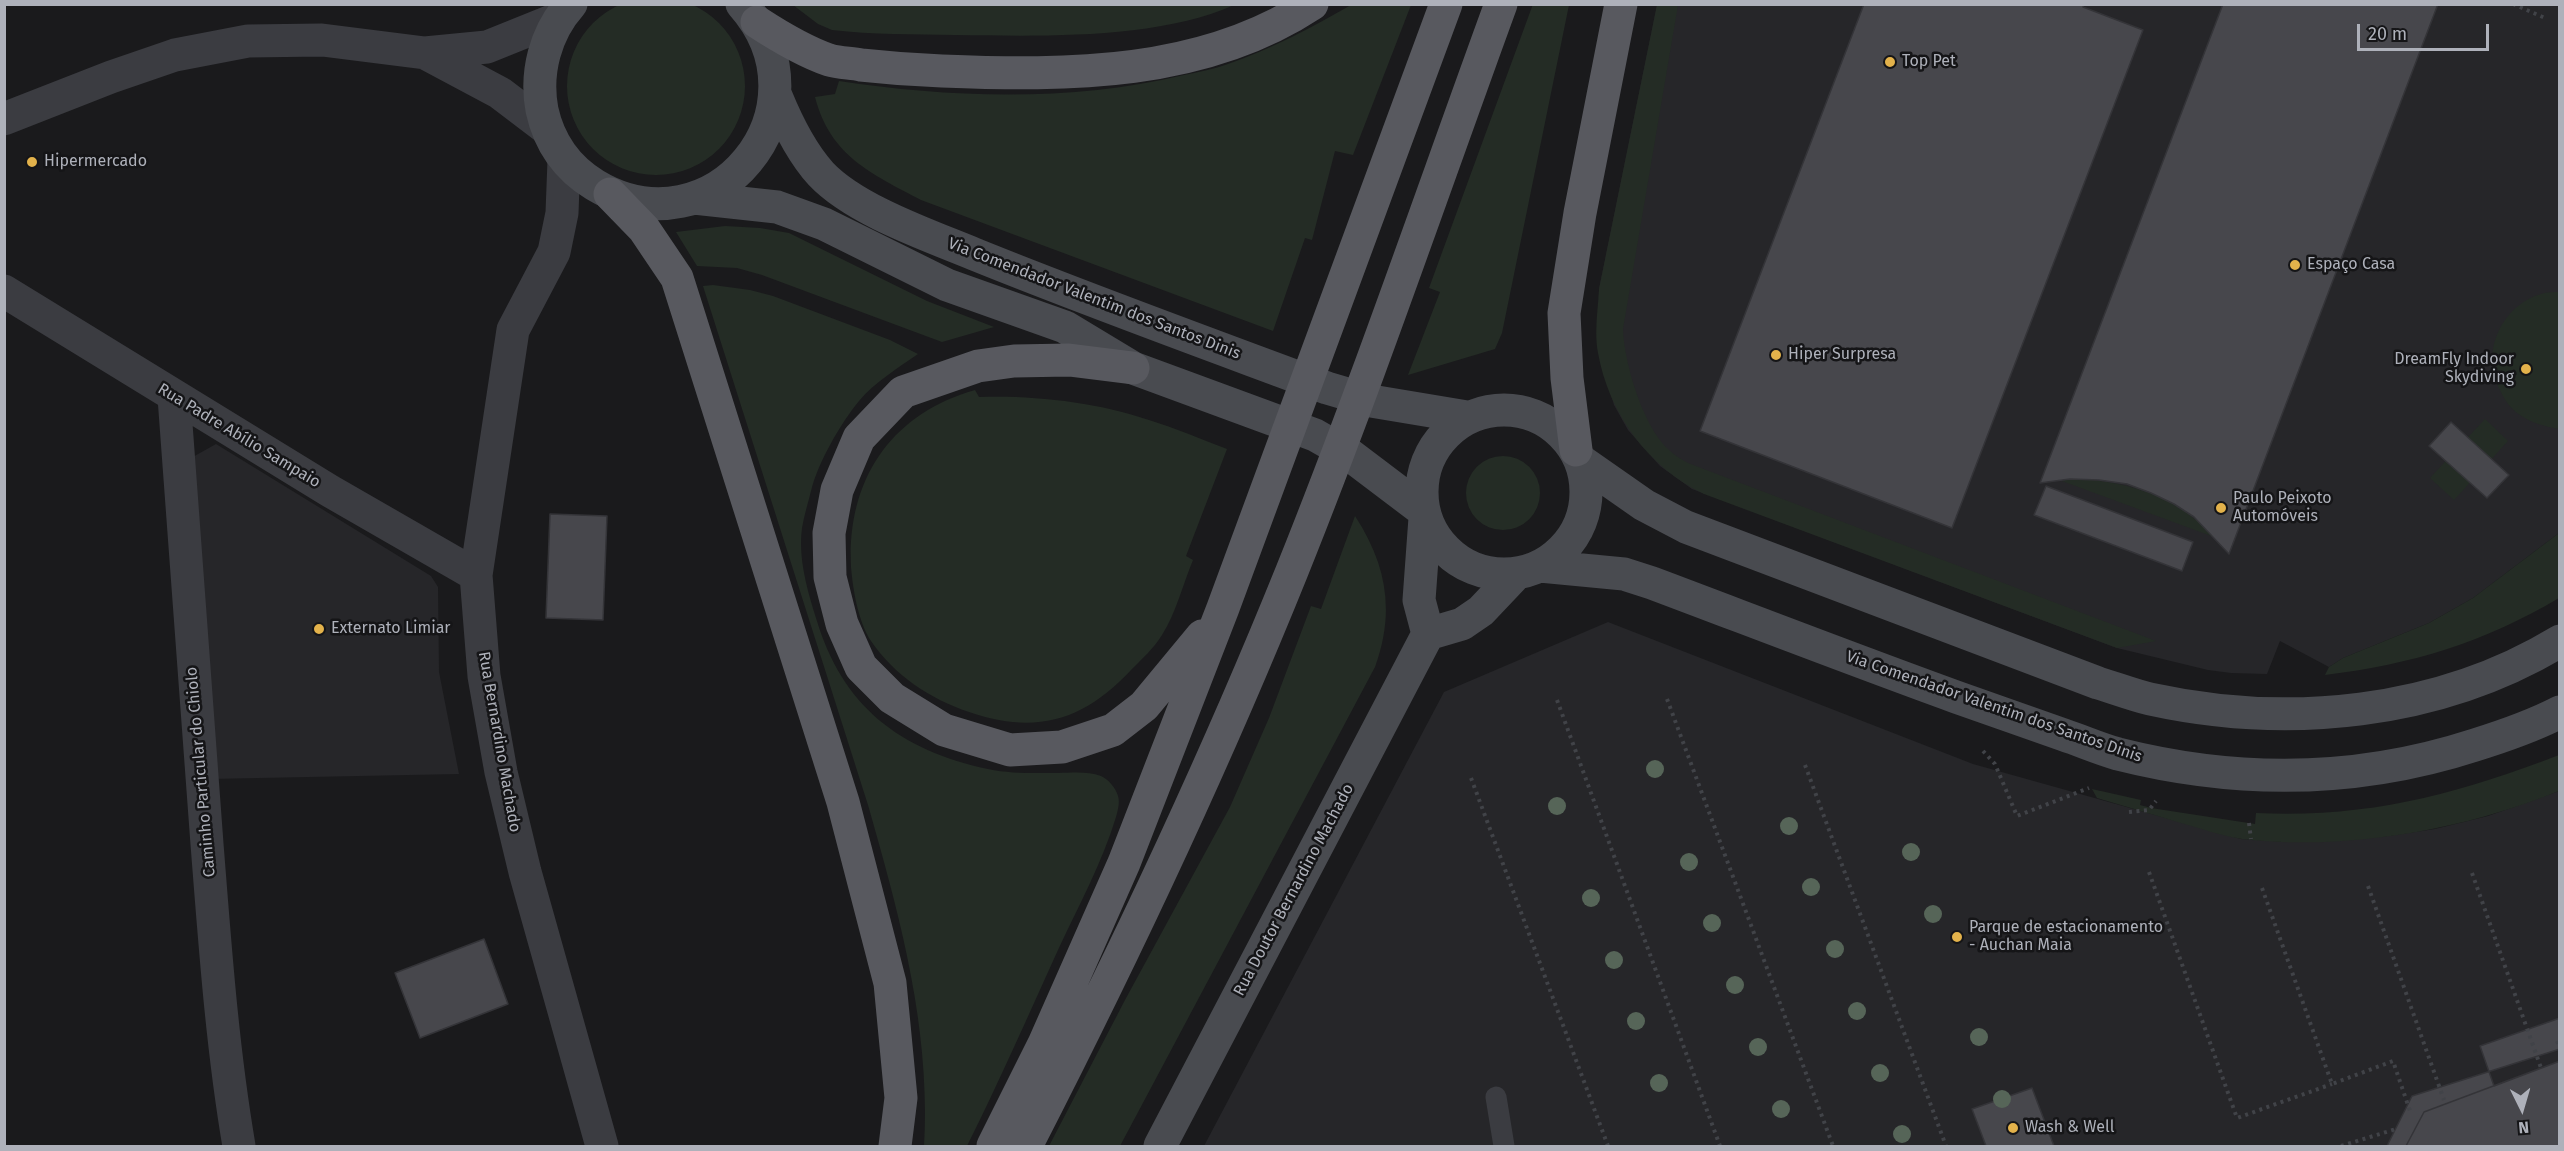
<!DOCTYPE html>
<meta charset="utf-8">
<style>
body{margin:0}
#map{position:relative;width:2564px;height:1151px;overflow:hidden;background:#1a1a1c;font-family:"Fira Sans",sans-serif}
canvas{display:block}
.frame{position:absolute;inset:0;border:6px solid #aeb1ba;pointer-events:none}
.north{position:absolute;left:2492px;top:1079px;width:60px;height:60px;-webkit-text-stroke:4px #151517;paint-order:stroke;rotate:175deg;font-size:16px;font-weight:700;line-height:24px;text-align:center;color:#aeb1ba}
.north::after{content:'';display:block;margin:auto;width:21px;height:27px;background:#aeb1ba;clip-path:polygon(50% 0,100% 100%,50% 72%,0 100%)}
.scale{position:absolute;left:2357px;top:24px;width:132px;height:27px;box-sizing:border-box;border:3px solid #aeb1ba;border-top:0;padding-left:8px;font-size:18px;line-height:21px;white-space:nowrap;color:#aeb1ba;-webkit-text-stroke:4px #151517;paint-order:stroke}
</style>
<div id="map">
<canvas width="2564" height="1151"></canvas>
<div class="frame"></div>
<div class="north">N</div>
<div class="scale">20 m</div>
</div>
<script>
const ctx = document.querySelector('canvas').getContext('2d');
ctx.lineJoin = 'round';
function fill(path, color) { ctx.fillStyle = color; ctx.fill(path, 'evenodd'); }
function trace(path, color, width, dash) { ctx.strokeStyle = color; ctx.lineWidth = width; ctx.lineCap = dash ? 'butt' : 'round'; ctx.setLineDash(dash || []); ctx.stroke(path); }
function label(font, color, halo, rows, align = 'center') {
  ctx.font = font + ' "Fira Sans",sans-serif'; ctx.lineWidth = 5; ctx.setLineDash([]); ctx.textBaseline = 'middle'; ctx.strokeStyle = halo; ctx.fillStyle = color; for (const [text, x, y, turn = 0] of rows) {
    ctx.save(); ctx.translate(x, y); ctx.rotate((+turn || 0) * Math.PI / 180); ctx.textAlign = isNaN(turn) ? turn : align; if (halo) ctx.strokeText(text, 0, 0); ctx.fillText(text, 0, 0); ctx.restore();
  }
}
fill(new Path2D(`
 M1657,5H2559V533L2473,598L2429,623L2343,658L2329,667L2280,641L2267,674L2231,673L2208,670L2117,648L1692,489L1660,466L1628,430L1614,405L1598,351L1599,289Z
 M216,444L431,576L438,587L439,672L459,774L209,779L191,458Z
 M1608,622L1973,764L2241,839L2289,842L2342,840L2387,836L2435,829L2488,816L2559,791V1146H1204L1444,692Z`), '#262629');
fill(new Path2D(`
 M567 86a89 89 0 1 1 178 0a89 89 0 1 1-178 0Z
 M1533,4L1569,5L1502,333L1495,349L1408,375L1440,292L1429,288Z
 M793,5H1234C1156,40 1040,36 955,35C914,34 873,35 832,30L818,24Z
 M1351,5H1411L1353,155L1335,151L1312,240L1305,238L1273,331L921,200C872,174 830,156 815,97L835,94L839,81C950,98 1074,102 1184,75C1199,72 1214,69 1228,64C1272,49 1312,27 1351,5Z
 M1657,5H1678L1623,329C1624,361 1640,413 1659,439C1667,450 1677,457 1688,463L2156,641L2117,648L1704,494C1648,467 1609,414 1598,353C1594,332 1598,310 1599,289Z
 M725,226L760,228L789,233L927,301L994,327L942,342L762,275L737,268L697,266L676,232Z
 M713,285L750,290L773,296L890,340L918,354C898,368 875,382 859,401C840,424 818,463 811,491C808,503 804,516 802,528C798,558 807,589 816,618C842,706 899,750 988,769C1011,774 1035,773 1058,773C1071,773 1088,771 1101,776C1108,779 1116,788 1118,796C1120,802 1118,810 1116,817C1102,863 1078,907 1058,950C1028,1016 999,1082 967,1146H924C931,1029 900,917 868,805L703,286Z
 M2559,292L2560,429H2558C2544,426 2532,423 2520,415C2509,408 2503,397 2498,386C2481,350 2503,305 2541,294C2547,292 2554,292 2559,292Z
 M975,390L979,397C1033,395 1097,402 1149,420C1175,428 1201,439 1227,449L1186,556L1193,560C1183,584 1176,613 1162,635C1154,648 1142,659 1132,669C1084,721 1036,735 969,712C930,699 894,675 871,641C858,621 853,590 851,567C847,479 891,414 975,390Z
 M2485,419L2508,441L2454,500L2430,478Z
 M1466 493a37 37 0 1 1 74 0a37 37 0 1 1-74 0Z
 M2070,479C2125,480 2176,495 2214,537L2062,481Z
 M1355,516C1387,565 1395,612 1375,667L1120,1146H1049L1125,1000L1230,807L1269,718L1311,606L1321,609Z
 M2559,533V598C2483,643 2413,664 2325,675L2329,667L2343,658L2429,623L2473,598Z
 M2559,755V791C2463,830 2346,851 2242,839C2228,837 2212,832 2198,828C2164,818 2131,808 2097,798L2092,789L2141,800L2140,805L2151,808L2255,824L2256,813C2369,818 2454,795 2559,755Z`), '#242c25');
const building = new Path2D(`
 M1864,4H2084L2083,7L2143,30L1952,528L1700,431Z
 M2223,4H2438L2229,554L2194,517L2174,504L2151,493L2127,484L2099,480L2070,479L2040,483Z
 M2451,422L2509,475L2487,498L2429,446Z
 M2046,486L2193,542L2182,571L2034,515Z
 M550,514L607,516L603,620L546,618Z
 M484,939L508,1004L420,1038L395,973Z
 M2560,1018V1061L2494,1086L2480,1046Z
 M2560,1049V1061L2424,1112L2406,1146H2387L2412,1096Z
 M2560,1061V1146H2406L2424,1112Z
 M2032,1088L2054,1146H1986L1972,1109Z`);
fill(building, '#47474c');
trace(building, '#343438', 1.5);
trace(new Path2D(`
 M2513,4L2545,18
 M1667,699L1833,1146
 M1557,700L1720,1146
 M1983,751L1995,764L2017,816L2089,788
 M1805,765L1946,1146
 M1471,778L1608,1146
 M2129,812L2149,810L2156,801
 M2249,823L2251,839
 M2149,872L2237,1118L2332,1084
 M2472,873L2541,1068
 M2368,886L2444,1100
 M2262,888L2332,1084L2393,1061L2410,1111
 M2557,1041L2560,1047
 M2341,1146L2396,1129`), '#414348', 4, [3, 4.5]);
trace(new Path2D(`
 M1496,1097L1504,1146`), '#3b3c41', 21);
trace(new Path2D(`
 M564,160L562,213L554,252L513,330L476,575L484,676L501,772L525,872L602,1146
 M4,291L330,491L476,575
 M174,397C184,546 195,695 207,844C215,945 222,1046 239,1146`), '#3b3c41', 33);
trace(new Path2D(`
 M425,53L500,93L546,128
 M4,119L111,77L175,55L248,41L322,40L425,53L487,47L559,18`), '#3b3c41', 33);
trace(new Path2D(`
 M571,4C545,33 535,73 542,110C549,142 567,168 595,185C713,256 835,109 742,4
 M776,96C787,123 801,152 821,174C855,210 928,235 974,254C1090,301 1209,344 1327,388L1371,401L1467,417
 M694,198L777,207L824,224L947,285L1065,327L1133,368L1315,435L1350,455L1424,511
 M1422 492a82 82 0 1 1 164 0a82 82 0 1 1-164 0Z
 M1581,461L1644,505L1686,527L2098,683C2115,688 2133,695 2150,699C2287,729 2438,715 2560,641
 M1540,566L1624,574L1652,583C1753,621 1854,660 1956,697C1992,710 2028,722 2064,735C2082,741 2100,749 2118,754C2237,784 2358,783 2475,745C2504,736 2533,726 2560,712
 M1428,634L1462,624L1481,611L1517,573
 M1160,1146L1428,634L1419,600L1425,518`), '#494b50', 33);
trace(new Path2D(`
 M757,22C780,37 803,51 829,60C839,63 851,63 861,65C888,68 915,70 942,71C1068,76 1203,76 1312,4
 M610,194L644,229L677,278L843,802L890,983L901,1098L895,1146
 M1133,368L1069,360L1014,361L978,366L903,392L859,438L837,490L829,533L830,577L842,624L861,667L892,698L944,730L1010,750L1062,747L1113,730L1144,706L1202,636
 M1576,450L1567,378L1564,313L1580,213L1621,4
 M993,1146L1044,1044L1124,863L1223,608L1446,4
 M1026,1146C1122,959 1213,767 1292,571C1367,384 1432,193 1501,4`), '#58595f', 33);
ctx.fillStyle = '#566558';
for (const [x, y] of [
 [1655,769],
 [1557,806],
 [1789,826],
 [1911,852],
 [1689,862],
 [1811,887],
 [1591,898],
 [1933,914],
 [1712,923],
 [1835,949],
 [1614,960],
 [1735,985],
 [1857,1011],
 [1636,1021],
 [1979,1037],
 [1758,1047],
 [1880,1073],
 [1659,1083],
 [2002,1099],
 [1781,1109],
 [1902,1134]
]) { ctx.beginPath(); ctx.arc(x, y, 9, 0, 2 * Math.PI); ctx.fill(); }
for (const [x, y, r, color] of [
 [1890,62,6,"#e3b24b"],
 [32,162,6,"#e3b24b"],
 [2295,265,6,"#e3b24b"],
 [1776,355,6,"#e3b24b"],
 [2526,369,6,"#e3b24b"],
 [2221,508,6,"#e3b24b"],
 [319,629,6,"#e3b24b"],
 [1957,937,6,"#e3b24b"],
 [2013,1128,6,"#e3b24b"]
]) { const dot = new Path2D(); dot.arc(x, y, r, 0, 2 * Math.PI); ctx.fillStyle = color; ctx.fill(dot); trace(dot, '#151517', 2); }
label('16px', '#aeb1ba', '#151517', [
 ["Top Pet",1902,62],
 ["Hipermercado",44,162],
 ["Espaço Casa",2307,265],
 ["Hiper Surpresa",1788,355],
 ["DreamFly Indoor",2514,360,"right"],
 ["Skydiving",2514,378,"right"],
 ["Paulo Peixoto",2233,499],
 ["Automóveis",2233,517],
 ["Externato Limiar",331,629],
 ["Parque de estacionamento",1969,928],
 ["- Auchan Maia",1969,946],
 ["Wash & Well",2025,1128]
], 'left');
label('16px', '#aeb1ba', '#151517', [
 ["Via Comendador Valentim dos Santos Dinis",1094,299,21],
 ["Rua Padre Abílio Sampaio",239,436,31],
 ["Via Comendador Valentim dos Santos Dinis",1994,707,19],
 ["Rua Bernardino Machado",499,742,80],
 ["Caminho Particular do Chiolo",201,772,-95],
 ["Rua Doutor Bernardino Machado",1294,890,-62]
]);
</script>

===

When the line with "M975,390L979,397C1033,395 1097,402 1149,420C1175,428" is reached in the data above, begin copying, and stop after the line with "M4,291L330,491L476,575"; copy each line exactly, both ends included.

 M975,390L979,397C1033,395 1097,402 1149,420C1175,428 1201,439 1227,449L1186,556L1193,560C1183,584 1176,613 1162,635C1154,648 1142,659 1132,669C1084,721 1036,735 969,712C930,699 894,675 871,641C858,621 853,590 851,567C847,479 891,414 975,390Z
 M2485,419L2508,441L2454,500L2430,478Z
 M1466 493a37 37 0 1 1 74 0a37 37 0 1 1-74 0Z
 M2070,479C2125,480 2176,495 2214,537L2062,481Z
 M1355,516C1387,565 1395,612 1375,667L1120,1146H1049L1125,1000L1230,807L1269,718L1311,606L1321,609Z
 M2559,533V598C2483,643 2413,664 2325,675L2329,667L2343,658L2429,623L2473,598Z
 M2559,755V791C2463,830 2346,851 2242,839C2228,837 2212,832 2198,828C2164,818 2131,808 2097,798L2092,789L2141,800L2140,805L2151,808L2255,824L2256,813C2369,818 2454,795 2559,755Z`), '#242c25');
const building = new Path2D(`
 M1864,4H2084L2083,7L2143,30L1952,528L1700,431Z
 M2223,4H2438L2229,554L2194,517L2174,504L2151,493L2127,484L2099,480L2070,479L2040,483Z
 M2451,422L2509,475L2487,498L2429,446Z
 M2046,486L2193,542L2182,571L2034,515Z
 M550,514L607,516L603,620L546,618Z
 M484,939L508,1004L420,1038L395,973Z
 M2560,1018V1061L2494,1086L2480,1046Z
 M2560,1049V1061L2424,1112L2406,1146H2387L2412,1096Z
 M2560,1061V1146H2406L2424,1112Z
 M2032,1088L2054,1146H1986L1972,1109Z`);
fill(building, '#47474c');
trace(building, '#343438', 1.5);
trace(new Path2D(`
 M2513,4L2545,18
 M1667,699L1833,1146
 M1557,700L1720,1146
 M1983,751L1995,764L2017,816L2089,788
 M1805,765L1946,1146
 M1471,778L1608,1146
 M2129,812L2149,810L2156,801
 M2249,823L2251,839
 M2149,872L2237,1118L2332,1084
 M2472,873L2541,1068
 M2368,886L2444,1100
 M2262,888L2332,1084L2393,1061L2410,1111
 M2557,1041L2560,1047
 M2341,1146L2396,1129`), '#414348', 4, [3, 4.5]);
trace(new Path2D(`
 M1496,1097L1504,1146`), '#3b3c41', 21);
trace(new Path2D(`
 M564,160L562,213L554,252L513,330L476,575L484,676L501,772L525,872L602,1146
 M4,291L330,491L476,575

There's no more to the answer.